好きこそものの上手なれ。
僕は、雑誌に載せる記事を書きながら、ココアを飲んでいた。このココアはドレスタニアという国のものらしい。
僕は、最初、聞きなれないものは買わないと思っていたが、ドレスタニアという音の響きに面白さを覚えた僕は、このココアを買う事にした。
外国産であるため、少々値が張ったが、僕はこのココアを買った。
僕が今、書いているのは、アレハンドロ・ゴンサレス・イニャリトゥ監督のバードマン 無知がもたらす予期せぬ奇跡の記事だ。
この映画は、バードマンは、以前、ヒーロー映画人気を博した俳優、リーガンが、演劇の街、ブロードウエイで自分の以前からの夢であった、愛について語る時に我々の語ることという小説の舞台に挑戦し、俳優として再起をかけるという映画だ。
彼はなぜ、無謀な挑戦をしたのか。その先に何が待っているのか。過去の成功は変えることはない。過去は美しい。けれども先に進まなければならない。
この映画で、マイケル・キートンが50歳のかつて、バードマンというヒーローの役を演じて人気を博した、リーガン・トムソンを演じている。
マイケル・キートンは、映画、バッドマンで、バットマンを演じている。
リーガンは、エマ・ストーンが演じる娘ともうまくいっていない。娘からは過去の人だと言われてしまう。それでも、信じて進むトムソン。
彼の道の先にあるものは、何がまっているのだろうか。?
僕は、ここまで書き進めて、ココアを飲んだ。
僕は、ドレスタニアのココアを飲みながら、昔の事を想い出した。昔、僕は、ゴジラ宣言という本を作ったり、映画秘宝という映画雑誌を作ったことを思い出してしていた。
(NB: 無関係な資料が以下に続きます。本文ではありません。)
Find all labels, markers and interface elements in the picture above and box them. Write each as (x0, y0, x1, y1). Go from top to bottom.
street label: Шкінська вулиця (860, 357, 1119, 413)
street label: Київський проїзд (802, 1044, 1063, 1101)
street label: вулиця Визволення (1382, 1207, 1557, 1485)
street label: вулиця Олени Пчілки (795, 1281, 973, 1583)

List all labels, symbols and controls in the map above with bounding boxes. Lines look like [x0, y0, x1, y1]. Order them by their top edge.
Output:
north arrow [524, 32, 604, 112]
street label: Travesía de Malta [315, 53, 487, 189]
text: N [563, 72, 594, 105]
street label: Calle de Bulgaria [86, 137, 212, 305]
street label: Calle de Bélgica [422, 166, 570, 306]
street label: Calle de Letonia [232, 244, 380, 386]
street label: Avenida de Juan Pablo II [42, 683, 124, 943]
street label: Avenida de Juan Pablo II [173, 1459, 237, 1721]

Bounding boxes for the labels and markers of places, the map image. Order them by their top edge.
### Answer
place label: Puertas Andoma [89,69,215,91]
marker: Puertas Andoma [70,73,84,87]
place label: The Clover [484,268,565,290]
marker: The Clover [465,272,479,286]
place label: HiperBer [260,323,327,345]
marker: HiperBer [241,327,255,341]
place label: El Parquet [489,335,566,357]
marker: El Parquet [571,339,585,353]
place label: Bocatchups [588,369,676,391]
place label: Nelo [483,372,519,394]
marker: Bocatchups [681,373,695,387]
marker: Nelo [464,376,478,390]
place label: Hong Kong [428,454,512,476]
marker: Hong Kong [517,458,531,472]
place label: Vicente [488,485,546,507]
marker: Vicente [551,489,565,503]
たくさん、本を書いてきたなあ。好きこそ物の上手なれというけれど、よく映画と怪獣でここまで突っ走ってこれたなあ。
と思った。僕は、このココアを飲んでいると不思議な気持ちになった。
あの時は、若いエネルギーで頑張ってきた。子供の頃は怪獣が好きで、一日一回はオリジナル怪獣を作ったりしていて、
「町山くん、怪獣怪獣博士だ。凄い。」って言われていたものだ。僕はその時が、とてもうれしかたたまらなかった。だから、他のクラスにもいた怪獣博士にまけないために、怪獣の事をたくさん勉強したものだ。
そして、「ねえ、金星ガ二、知ってる。?」とか、「ネズラ、知ってる?」とか、他のクラスメイトや友達に、皆が知らないような珍しい怪獣の事を、言ったものだ。それがめぐりめぐって今の仕事につながっていると言えば、つながっているのかもしれない。怪獣は、もう本当に好きで、ずっと、飽きずに毎日怪獣をおいかけていた。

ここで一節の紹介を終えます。